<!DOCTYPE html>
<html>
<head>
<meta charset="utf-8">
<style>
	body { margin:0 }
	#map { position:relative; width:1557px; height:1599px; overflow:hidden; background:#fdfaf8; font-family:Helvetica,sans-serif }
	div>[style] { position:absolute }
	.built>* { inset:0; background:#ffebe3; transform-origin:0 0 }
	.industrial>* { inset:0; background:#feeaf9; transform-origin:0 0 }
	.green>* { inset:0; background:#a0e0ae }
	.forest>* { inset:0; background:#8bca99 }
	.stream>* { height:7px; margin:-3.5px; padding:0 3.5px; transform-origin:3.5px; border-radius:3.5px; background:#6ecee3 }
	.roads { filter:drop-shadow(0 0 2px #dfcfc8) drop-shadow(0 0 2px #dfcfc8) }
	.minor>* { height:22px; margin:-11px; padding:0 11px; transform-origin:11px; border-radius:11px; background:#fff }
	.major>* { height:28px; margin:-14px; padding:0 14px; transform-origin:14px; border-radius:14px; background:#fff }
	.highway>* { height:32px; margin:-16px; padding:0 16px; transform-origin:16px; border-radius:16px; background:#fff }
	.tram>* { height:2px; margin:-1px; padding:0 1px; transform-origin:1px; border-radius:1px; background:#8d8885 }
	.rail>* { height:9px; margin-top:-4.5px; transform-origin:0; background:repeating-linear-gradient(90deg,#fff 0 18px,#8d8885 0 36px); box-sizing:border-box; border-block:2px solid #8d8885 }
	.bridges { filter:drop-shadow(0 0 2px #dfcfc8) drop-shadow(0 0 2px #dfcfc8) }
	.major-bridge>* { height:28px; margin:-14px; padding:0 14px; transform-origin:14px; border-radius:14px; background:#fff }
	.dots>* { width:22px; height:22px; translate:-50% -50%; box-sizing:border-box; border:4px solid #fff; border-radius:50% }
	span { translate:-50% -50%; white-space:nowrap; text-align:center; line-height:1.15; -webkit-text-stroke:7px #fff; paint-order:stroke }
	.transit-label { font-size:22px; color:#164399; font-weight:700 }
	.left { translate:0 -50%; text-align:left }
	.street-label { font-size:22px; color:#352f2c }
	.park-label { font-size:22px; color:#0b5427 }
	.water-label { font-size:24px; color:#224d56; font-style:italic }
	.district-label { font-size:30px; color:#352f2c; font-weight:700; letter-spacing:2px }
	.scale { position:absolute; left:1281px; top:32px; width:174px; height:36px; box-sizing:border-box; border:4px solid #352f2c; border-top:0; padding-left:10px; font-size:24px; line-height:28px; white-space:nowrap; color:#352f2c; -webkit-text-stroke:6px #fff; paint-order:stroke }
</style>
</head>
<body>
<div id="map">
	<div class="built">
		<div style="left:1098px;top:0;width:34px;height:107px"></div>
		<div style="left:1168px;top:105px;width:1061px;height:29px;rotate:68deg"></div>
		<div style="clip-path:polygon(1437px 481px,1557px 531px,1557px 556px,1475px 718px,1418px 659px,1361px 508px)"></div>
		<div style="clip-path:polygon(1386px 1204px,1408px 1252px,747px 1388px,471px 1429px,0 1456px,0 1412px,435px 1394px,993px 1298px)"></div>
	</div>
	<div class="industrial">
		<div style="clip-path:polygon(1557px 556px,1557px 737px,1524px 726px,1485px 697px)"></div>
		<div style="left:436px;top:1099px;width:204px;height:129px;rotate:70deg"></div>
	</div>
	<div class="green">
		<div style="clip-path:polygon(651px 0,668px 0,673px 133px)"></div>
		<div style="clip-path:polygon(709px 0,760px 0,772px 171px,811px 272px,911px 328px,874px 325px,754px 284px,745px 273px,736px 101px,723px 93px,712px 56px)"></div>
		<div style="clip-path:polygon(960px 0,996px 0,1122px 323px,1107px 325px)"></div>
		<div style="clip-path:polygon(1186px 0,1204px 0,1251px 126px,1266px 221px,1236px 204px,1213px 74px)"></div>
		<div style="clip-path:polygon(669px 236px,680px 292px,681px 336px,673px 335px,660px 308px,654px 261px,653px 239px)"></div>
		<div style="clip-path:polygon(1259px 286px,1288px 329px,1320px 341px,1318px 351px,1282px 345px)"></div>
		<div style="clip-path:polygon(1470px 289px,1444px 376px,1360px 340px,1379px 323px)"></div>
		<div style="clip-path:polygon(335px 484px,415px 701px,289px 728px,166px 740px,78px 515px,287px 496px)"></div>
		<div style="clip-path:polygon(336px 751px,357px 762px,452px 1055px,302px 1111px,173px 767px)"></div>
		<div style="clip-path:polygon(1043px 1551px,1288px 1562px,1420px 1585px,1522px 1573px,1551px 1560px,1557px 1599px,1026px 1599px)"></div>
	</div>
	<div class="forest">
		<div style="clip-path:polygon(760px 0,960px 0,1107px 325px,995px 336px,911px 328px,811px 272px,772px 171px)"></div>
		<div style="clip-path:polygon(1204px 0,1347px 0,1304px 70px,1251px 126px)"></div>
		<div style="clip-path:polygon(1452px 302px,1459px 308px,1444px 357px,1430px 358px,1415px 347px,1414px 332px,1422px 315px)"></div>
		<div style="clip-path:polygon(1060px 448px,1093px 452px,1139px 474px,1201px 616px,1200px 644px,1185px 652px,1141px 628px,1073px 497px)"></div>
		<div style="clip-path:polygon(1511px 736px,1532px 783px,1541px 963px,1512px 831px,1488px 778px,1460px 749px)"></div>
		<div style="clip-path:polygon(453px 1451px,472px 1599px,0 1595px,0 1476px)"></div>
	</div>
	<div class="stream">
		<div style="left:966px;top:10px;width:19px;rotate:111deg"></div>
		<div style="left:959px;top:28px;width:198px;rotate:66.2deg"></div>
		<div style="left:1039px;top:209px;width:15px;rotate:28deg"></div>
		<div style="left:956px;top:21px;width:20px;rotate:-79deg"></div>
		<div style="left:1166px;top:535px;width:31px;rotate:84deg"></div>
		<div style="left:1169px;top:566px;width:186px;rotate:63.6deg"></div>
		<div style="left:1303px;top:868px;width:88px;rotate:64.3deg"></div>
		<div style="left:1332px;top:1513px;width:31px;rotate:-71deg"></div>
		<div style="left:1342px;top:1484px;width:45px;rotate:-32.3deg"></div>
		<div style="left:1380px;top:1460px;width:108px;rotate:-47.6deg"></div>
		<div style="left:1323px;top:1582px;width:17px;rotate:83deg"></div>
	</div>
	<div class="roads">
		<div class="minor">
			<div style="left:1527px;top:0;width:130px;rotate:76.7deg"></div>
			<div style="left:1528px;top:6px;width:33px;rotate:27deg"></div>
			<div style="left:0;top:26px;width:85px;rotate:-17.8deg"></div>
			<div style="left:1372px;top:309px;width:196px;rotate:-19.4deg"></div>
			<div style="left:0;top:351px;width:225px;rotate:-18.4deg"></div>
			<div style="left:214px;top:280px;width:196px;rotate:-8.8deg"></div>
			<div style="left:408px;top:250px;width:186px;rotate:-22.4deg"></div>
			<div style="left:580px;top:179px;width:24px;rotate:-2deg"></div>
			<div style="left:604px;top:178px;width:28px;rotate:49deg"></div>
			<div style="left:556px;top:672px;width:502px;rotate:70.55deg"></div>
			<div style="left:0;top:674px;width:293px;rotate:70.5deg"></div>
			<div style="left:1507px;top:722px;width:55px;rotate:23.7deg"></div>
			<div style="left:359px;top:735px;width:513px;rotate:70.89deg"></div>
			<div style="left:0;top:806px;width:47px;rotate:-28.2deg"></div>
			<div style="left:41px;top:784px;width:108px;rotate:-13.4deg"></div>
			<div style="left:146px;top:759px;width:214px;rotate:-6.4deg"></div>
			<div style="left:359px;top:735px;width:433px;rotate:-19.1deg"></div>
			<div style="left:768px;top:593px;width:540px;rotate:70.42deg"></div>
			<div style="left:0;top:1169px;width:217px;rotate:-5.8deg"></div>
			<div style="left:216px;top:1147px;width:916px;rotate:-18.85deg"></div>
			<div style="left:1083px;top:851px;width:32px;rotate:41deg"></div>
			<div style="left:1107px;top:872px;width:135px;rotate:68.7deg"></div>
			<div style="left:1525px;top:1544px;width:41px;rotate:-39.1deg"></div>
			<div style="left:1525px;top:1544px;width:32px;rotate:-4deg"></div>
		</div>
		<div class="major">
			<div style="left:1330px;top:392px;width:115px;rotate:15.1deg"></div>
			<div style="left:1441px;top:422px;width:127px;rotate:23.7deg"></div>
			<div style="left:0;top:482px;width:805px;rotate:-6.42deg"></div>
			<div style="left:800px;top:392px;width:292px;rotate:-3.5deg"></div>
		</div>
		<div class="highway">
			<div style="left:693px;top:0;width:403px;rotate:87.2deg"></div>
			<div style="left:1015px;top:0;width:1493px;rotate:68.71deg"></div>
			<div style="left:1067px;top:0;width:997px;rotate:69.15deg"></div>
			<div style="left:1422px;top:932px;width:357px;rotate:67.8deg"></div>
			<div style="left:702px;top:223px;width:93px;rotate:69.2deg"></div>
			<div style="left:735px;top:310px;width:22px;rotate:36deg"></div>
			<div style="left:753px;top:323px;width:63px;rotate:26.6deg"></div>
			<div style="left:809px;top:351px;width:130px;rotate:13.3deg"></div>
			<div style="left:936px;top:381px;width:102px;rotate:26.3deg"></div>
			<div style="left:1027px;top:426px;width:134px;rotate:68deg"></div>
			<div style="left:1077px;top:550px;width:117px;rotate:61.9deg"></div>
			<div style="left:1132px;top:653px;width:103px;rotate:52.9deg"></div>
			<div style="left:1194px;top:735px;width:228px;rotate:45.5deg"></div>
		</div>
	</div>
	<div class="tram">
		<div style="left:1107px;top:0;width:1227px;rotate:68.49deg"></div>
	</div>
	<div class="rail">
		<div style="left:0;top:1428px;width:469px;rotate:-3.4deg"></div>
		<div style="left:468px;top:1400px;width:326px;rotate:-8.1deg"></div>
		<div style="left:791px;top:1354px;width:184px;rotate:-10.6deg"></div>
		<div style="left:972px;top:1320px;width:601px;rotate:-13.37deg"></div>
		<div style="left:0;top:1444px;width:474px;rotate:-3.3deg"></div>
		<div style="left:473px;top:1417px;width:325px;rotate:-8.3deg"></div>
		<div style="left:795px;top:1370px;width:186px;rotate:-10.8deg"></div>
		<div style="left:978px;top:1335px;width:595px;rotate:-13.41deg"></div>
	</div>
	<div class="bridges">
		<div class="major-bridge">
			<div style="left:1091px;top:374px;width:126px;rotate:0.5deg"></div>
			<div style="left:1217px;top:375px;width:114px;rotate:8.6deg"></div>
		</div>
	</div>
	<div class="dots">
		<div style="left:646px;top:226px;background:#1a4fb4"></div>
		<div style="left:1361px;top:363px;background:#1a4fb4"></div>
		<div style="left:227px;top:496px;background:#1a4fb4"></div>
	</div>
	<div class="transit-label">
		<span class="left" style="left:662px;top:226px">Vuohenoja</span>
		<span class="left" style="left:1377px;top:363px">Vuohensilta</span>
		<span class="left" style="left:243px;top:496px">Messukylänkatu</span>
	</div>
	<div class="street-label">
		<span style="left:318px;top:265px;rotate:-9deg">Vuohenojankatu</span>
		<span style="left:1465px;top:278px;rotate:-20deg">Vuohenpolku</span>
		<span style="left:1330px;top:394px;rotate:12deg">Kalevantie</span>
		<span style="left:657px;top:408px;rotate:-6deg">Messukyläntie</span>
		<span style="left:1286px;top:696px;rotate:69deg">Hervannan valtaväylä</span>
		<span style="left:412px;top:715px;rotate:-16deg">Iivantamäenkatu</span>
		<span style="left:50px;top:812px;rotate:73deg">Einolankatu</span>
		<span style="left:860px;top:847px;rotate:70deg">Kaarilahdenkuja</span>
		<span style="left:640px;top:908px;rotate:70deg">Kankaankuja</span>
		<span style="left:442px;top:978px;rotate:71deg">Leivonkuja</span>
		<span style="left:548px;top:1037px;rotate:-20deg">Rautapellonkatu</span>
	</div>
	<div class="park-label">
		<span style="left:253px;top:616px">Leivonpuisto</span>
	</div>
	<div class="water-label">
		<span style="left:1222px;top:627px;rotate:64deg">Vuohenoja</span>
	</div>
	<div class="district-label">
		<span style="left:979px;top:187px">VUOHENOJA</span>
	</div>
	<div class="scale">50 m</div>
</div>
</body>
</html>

────

◆ Exercise aim ◆
Reproduce every line from the preceding data in which the word "stream" can be found.

◆ Reply to the exercise ◆
	.stream>* { height:7px; margin:-3.5px; padding:0 3.5px; transform-origin:3.5px; border-radius:3.5px; background:#6ecee3 }
	<div class="stream">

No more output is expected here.